Artificial Neural Network and Time Series Modeling Based Approach to Forecasting the Exchange Rate in a Multivariate Framework
Tamal Datta Chaudhuri, Indranil Ghosh

TL;DR
This paper compares artificial neural network models and time series econometric models for forecasting the Indian Rupee's exchange rate against the US Dollar, incorporating macroeconomic and political factors.
Contribution
It introduces a multivariate framework combining ANN and econometric models with diverse explanatory variables for exchange rate prediction.
Findings
MLFNN and NARX outperform other models in forecasting accuracy
Inclusion of political and macroeconomic variables improves model performance
ANN models are more efficient than traditional econometric models for this task
Abstract
Any discussion on exchange rate movements and forecasting should include explanatory variables from both the current account and the capital account of the balance of payments. In this paper, we include such factors to forecast the value of the Indian rupee vis a vis the US Dollar. Further, factors reflecting political instability and lack of mechanism for enforcement of contracts that can affect both direct foreign investment and also portfolio investment, have been incorporated.
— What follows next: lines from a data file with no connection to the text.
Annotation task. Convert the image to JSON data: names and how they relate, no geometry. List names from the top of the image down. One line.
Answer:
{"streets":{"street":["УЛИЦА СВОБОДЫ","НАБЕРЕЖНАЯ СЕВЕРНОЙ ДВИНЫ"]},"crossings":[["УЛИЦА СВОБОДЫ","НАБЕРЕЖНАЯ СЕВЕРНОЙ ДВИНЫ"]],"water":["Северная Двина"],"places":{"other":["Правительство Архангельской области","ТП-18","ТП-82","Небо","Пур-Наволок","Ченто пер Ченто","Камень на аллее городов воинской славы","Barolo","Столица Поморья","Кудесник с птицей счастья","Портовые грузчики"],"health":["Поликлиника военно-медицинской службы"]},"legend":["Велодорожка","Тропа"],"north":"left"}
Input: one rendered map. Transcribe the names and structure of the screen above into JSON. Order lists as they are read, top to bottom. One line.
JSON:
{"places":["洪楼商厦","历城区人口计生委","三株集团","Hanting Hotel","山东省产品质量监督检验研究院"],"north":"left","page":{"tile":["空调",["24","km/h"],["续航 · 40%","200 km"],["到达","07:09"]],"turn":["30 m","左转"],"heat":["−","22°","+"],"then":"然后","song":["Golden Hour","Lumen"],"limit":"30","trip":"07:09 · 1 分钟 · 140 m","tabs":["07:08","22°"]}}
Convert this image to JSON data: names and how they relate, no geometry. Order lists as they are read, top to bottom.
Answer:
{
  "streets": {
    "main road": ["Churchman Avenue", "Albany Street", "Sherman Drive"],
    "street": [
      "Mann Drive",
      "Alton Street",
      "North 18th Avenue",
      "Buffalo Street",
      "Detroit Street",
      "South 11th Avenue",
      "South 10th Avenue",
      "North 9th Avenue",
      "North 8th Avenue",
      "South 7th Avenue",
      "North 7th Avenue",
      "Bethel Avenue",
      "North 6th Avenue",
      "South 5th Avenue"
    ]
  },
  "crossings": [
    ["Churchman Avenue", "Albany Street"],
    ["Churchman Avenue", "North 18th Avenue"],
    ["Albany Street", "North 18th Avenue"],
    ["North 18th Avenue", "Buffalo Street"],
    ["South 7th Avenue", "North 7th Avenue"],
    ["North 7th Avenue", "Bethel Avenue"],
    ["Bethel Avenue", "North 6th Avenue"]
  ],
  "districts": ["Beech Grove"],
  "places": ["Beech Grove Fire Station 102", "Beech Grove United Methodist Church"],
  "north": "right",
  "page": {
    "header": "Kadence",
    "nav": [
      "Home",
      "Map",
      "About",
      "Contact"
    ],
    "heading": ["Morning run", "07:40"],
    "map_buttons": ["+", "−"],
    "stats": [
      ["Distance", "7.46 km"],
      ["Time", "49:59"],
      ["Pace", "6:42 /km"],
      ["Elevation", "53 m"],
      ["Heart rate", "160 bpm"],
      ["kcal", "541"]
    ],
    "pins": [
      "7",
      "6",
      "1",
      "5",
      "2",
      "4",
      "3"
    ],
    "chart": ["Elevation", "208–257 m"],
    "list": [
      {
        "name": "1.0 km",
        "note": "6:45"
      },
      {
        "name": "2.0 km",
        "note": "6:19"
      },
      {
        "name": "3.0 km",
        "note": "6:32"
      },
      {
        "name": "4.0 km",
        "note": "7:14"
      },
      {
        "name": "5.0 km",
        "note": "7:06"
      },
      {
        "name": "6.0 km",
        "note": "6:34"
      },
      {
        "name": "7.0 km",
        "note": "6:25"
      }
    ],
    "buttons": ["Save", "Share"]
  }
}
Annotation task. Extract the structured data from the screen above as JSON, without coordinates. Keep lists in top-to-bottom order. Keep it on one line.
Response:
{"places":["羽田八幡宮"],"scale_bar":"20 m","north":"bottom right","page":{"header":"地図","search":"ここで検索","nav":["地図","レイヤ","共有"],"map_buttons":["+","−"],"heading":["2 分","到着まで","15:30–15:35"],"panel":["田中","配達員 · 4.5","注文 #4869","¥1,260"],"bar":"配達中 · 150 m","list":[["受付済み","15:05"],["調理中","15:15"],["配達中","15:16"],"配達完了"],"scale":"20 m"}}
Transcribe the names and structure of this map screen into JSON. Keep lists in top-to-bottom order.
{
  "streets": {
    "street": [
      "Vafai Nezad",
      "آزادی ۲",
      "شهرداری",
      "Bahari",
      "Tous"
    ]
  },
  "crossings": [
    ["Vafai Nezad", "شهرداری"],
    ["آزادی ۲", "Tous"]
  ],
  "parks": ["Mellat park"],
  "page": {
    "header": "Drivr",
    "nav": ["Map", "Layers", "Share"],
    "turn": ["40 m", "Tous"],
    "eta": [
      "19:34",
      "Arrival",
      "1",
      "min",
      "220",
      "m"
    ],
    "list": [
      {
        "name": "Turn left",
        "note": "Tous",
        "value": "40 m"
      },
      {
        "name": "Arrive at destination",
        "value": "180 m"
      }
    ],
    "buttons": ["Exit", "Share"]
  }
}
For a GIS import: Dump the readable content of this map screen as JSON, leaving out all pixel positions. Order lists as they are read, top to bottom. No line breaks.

The explanatory variables chosen are the 3 month Rupee Dollar futures exchange rate (FX4), NIFTY returns (NIFTYR), Dow Jones Industrial Average returns (DJIAR), Hang Seng returns (HSR), DAX returns (DR), crude oil price (COP), CBOE VIX (CV) and India VIX (IV). To forecast the exchange rate, we have used two different classes of frameworks namely, Artificial Neural Network (ANN) based models and Time Series…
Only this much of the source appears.